The gradient of the neural network loss function

Training a neuron requires that we take the derivative of our loss or “cost” function with respect to the parameters of our model, $\vec{w}$ and b. In order to train, we need data. The data come in two flavors: dependent ($X)$ and independent (y) also known as targets/labels.

The data, X and $\vec{y}$

When we train a neural network we train on many data in the form of vectors e.g. a vector of images. Therefore we need to define a new $X$ which is a matrix defined as a vector of column vectors.

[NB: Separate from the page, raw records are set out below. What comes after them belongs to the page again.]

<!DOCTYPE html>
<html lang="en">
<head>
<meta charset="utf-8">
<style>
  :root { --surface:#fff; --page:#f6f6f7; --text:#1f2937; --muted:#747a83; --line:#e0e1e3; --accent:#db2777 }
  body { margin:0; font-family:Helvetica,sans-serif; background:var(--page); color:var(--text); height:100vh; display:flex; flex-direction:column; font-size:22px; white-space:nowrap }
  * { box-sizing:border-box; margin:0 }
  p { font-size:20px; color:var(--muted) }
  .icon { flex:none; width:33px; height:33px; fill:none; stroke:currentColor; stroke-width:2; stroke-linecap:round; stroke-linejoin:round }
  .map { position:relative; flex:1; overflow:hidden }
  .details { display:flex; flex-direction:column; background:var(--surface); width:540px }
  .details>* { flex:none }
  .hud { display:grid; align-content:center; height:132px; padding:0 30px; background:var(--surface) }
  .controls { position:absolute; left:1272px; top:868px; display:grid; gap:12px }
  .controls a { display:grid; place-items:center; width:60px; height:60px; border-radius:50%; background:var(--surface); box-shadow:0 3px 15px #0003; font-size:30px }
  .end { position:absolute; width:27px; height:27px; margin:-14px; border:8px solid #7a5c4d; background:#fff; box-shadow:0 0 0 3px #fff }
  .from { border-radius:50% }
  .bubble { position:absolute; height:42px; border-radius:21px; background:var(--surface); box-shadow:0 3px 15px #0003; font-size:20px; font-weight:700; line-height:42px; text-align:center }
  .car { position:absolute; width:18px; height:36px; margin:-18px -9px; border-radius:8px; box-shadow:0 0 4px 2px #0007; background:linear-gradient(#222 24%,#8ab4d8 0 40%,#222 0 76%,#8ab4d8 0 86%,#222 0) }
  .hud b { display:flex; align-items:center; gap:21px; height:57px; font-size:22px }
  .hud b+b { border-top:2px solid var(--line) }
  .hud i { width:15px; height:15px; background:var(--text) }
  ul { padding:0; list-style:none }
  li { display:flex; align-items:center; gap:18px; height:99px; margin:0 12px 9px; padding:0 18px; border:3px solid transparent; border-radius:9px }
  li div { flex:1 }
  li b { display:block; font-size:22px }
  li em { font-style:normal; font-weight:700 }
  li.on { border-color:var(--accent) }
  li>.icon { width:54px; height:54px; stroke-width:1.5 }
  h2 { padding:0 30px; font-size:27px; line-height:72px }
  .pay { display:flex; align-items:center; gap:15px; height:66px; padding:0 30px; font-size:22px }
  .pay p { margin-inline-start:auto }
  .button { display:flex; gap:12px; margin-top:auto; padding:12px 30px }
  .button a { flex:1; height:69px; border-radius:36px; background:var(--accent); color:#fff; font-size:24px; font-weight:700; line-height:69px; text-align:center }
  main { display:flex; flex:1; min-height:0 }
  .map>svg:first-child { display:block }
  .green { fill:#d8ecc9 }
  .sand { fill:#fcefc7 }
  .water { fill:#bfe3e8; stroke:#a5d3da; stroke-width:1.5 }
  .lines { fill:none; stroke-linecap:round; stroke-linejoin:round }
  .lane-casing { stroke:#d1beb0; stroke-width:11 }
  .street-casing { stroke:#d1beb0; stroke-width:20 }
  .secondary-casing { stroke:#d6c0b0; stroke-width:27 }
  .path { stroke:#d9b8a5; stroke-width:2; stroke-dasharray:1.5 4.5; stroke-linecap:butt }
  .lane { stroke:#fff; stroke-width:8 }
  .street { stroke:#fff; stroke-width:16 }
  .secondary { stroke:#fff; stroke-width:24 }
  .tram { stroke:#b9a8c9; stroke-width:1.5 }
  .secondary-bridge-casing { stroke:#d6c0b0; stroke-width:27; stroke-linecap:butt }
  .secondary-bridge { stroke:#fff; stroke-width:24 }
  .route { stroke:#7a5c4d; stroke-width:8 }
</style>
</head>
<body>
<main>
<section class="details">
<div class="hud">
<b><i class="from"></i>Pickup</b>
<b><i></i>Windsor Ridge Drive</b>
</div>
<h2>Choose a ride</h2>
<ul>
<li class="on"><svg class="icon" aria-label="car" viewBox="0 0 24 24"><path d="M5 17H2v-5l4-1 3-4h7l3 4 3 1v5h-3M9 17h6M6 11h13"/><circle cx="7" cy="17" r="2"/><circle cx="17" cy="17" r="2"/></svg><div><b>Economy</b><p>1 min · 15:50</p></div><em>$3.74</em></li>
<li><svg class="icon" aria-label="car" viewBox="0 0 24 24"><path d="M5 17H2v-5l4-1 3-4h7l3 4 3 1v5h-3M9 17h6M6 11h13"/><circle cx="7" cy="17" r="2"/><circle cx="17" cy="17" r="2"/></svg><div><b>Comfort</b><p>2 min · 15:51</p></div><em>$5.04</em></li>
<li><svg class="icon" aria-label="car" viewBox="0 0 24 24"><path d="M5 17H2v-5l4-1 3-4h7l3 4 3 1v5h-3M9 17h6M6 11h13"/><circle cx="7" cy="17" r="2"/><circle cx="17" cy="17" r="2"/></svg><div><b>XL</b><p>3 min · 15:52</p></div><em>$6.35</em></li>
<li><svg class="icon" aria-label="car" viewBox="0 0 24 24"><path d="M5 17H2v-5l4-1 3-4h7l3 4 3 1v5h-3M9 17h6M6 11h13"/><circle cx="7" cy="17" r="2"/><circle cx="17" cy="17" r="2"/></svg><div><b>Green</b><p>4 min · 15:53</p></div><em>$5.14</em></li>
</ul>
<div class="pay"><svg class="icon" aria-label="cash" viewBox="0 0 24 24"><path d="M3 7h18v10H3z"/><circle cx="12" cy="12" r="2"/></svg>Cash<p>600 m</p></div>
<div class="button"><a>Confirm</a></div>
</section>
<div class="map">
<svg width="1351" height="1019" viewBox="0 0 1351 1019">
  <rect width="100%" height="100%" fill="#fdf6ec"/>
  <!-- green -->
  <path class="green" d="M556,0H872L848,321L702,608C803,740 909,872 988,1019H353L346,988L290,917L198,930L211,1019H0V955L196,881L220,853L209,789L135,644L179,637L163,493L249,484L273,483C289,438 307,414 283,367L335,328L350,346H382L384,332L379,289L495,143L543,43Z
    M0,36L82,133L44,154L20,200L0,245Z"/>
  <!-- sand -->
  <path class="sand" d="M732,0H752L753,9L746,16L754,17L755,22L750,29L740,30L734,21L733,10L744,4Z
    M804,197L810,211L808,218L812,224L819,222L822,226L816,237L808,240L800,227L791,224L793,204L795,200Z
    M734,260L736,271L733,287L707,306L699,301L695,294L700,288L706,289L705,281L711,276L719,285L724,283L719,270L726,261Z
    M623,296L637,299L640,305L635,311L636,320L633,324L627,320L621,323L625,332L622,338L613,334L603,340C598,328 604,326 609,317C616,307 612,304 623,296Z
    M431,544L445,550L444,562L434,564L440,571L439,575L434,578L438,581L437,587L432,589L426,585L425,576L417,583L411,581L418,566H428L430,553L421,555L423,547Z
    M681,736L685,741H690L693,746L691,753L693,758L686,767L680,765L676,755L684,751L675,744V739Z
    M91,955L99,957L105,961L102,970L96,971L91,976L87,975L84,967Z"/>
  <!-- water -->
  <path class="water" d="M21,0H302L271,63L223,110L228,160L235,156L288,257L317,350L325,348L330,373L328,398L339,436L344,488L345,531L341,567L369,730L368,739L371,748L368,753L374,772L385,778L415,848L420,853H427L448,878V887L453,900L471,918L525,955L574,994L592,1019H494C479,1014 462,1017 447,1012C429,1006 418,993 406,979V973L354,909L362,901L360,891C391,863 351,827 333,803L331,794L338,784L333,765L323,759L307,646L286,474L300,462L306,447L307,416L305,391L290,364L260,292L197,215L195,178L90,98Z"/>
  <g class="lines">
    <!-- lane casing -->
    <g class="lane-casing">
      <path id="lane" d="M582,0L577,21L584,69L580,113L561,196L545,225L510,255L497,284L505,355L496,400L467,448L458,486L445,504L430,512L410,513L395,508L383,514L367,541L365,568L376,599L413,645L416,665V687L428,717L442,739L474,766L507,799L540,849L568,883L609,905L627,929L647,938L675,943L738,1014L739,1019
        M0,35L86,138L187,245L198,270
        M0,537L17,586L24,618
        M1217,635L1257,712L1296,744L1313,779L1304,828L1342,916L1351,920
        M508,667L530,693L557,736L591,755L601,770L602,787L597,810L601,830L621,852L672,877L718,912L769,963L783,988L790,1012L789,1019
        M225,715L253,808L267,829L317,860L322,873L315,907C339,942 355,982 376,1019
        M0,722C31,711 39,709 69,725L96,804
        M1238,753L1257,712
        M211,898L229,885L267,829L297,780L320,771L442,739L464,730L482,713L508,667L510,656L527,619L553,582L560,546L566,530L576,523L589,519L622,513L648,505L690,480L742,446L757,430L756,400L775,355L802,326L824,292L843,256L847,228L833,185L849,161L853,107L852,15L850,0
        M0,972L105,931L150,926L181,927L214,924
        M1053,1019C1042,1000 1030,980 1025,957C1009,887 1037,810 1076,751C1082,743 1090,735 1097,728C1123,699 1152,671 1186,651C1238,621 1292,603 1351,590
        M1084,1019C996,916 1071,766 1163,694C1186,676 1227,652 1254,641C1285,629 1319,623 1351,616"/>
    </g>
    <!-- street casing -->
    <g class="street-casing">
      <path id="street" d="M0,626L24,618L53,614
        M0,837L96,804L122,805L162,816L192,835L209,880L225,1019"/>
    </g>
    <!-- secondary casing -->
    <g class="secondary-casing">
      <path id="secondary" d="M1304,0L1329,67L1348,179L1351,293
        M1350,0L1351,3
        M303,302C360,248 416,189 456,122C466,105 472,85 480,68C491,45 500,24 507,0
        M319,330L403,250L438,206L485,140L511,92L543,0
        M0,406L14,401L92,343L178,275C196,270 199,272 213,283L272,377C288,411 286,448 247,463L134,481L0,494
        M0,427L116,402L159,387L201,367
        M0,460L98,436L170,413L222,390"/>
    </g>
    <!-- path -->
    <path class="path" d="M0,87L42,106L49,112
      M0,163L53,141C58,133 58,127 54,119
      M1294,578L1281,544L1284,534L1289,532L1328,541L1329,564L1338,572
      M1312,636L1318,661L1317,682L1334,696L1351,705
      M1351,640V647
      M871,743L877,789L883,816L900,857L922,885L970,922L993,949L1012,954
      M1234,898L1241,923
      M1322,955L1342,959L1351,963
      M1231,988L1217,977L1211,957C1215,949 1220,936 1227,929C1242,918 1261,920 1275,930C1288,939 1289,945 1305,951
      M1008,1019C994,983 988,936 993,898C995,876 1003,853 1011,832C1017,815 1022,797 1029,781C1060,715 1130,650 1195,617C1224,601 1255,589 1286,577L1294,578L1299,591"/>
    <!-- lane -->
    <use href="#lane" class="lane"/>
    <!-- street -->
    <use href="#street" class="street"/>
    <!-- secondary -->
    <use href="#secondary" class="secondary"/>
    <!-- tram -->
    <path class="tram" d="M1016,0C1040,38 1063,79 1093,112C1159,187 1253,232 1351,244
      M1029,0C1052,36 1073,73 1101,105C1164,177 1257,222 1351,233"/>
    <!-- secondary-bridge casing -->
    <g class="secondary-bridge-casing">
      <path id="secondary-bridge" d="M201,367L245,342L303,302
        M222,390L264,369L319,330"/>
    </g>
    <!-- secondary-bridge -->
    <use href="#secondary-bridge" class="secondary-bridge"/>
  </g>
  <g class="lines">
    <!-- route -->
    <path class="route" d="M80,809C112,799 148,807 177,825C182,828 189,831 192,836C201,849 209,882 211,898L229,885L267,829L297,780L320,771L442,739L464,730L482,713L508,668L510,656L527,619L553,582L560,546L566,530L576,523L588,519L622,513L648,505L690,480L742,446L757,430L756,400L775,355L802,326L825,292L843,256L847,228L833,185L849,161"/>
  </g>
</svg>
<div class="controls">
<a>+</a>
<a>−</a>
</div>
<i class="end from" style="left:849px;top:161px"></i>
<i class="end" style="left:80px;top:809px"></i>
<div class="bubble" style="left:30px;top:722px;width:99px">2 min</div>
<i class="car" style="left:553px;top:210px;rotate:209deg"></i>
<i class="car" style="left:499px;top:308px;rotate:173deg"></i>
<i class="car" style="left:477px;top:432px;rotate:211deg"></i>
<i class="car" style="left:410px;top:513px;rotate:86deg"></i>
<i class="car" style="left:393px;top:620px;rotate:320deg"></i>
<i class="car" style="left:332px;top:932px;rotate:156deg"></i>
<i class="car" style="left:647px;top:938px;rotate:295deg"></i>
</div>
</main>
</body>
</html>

$$ X = [\vec{x}_1,\vec{x}_2,\vec{x}_3,...,\vec{x}_N]^T $$

So, each $\vec{x}_i$ inside $X$ is a column matrix representing an image and $X$ has N images i.e. $|X| = N$.

Now, let’s define the vector of targets. Each image say has one single label, e.g. an image $\vec{x}_i$ is a cat. So cat here is a label or target.

$$ \vec{y} = [target(\vec{x}_1), target(\vec{x}_2), target(\vec{x}_3), ..., target(\vec{x}_N)] $$

We ideally have as many targets as images so $|\vec{y}| = N$ and $y_i$ is a scalar here (think about the name cat).

The Cost Function, C

The cost function is what we minimize when we train the network as mentioned above. There are some common cost functions that are known to work but one can also define their own special cost functions (e.g. a differential equation) if needed. In our example, we will stick to something popular - the mean squared error (MSE).

$$ C(\vec{w}, b, X, \vec{y}) = \frac{1}{N}\sum_{i=1}^N(y_i - activation(\vec{x}i))^2 = \frac{1}{N}\sum{i=1}^N(y_i - max(0,\vec{w}\cdot \vec{x}_i + b))^2 $$

As the name suggests, this is the mean of the difference in the actual label ($y_i)$ and the predicted label ($\hat{y}=activation(\vec{x}_i)$) over all thedata, e.g. all the images.

Since, we will be taking the derivative of this w.r.t $\vec{w}$ and $b$ we will need to define some intermediate variables/functions.

$$ u(\vec{w}, \vec{x}, b) = max(0, \vec{w}\cdot \vec{x} + b) $$

$$ v(y, u) = y - u $$

$$ C(v) = \frac{1}{N}\sum_{i=1}^Nu^2 $$